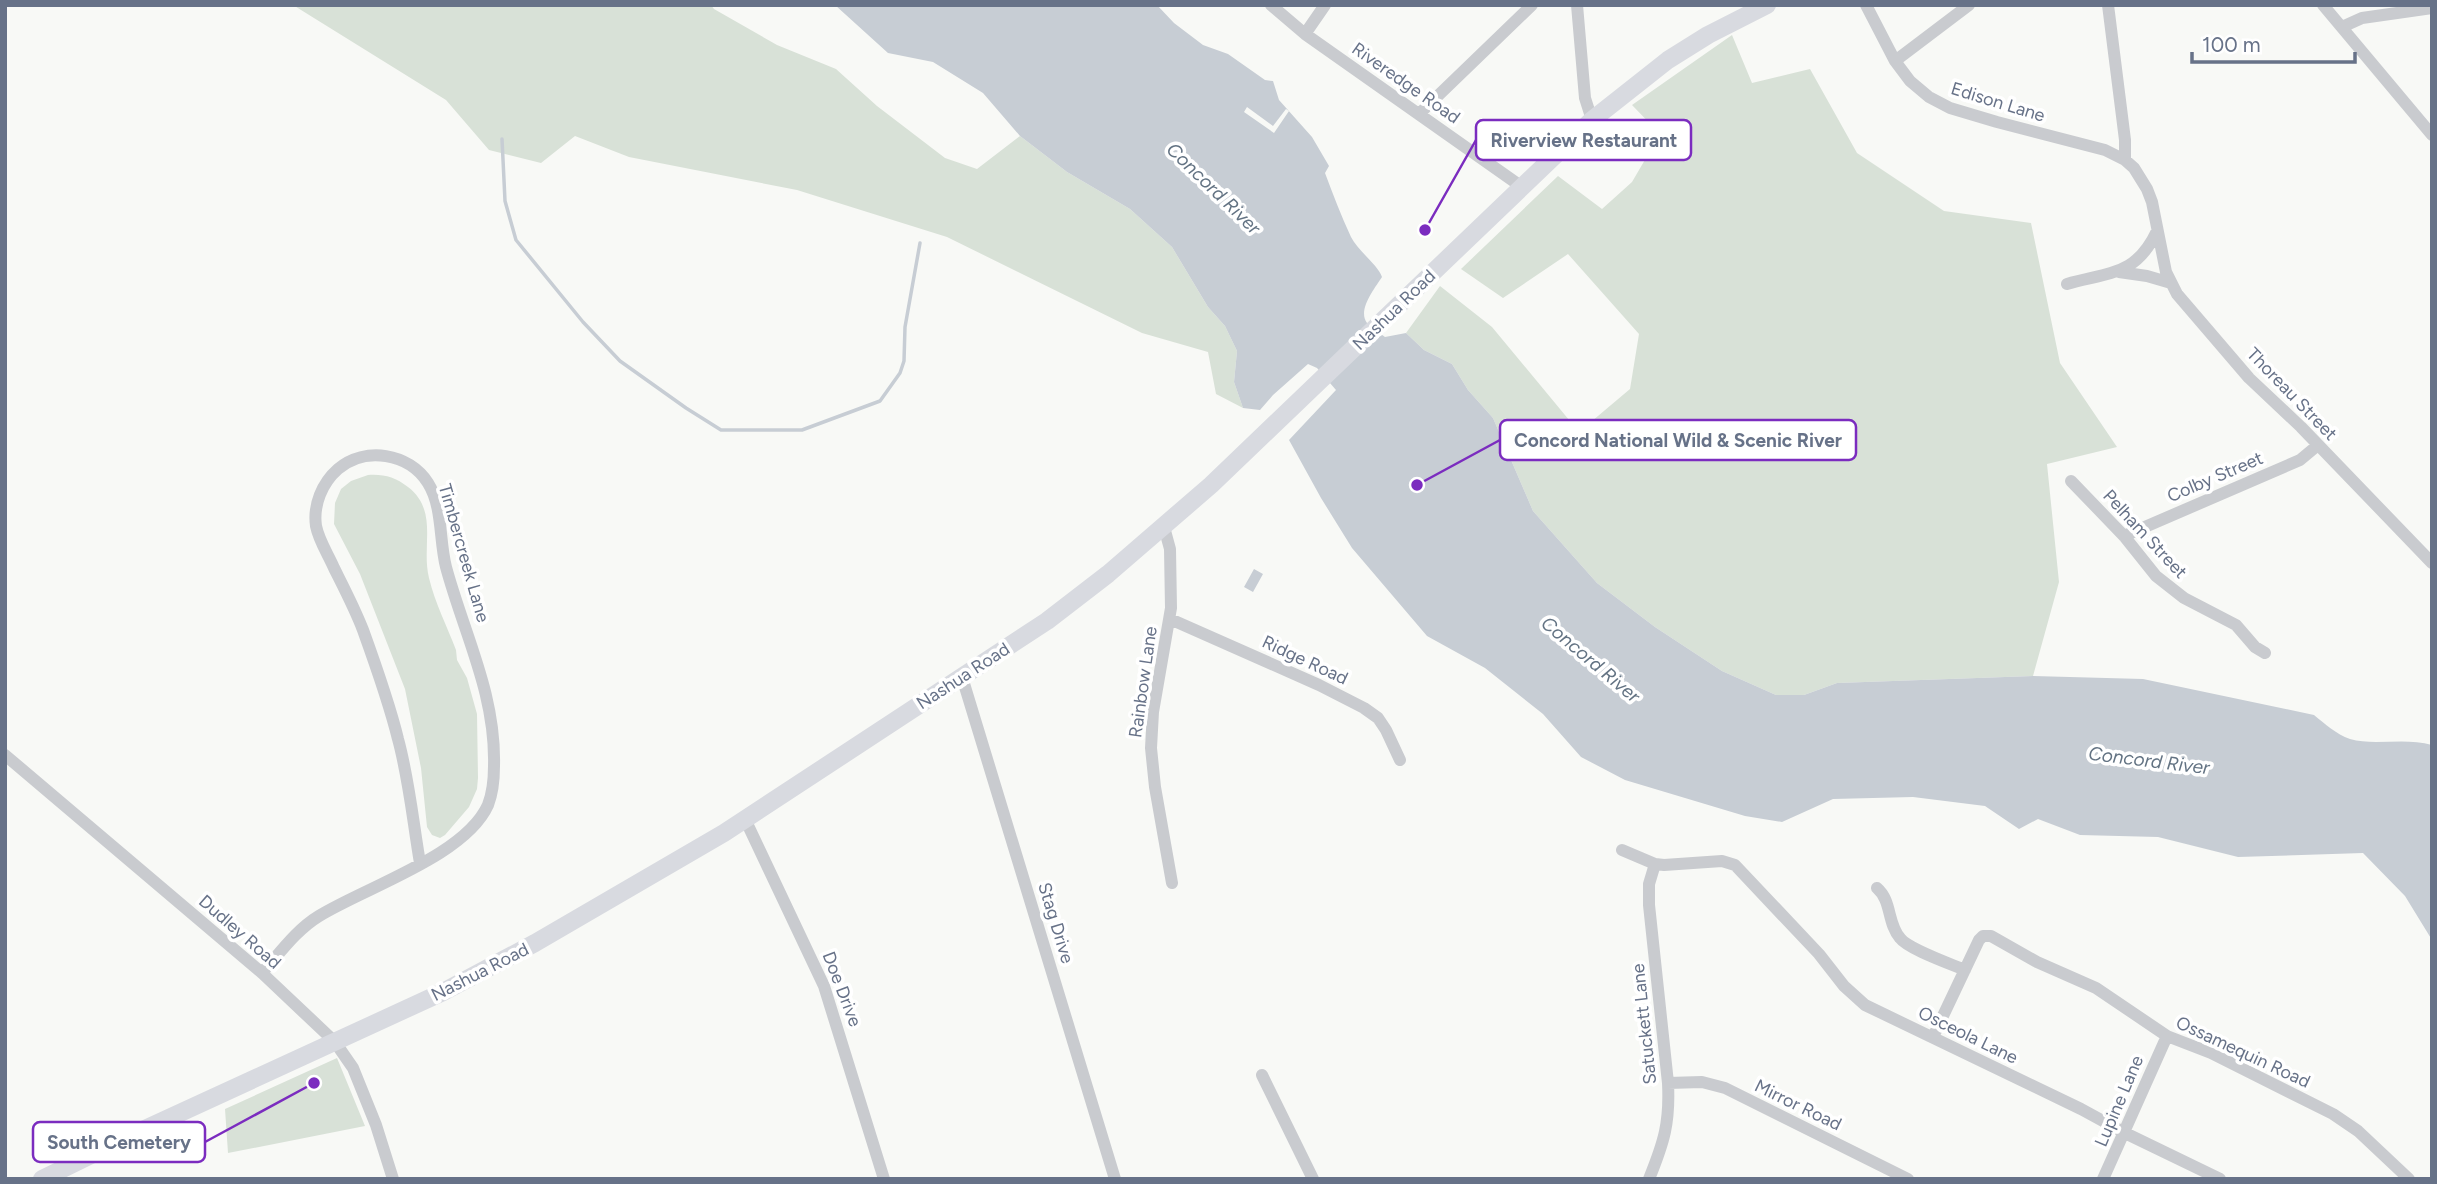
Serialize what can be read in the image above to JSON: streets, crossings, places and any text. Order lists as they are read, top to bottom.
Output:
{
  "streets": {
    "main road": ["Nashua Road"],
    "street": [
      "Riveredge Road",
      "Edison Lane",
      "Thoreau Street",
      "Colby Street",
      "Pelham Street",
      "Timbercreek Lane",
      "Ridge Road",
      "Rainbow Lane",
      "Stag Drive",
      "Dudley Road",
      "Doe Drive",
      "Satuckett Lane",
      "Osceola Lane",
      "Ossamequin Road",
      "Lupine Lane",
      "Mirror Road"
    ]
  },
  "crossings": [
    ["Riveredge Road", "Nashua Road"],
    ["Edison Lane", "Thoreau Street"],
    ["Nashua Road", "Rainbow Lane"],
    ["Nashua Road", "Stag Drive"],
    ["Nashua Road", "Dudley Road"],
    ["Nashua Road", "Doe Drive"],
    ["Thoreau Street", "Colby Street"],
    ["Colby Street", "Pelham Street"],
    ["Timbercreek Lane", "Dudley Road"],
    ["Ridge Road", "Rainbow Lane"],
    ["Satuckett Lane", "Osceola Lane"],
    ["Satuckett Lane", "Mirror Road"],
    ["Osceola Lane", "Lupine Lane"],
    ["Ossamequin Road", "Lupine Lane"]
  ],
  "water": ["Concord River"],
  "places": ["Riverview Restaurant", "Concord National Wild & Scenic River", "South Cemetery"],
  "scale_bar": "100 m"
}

Your goal = All records must be output exactly as they are, except for the pictures, which are left out.

Answer space =
Serialize what can be read in the image above to JSON: streets, crossings, places and any text. Order lists as they are read, top to bottom.
Output:
{
  "streets": {
    "main road": ["Nashua Road"],
    "street": [
      "Riveredge Road",
      "Edison Lane",
      "Thoreau Street",
      "Colby Street",
      "Pelham Street",
      "Timbercreek Lane",
      "Ridge Road",
      "Rainbow Lane",
      "Stag Drive",
      "Dudley Road",
      "Doe Drive",
      "Satuckett Lane",
      "Osceola Lane",
      "Ossamequin Road",
      "Lupine Lane",
      "Mirror Road"
    ]
  },
  "crossings": [
    ["Riveredge Road", "Nashua Road"],
    ["Edison Lane", "Thoreau Street"],
    ["Nashua Road", "Rainbow Lane"],
    ["Nashua Road", "Stag Drive"],
    ["Nashua Road", "Dudley Road"],
    ["Nashua Road", "Doe Drive"],
    ["Thoreau Street", "Colby Street"],
    ["Colby Street", "Pelham Street"],
    ["Timbercreek Lane", "Dudley Road"],
    ["Ridge Road", "Rainbow Lane"],
    ["Satuckett Lane", "Osceola Lane"],
    ["Satuckett Lane", "Mirror Road"],
    ["Osceola Lane", "Lupine Lane"],
    ["Ossamequin Road", "Lupine Lane"]
  ],
  "water": ["Concord River"],
  "places": ["Riverview Restaurant", "Concord National Wild & Scenic River", "South Cemetery"],
  "scale_bar": "100 m"
}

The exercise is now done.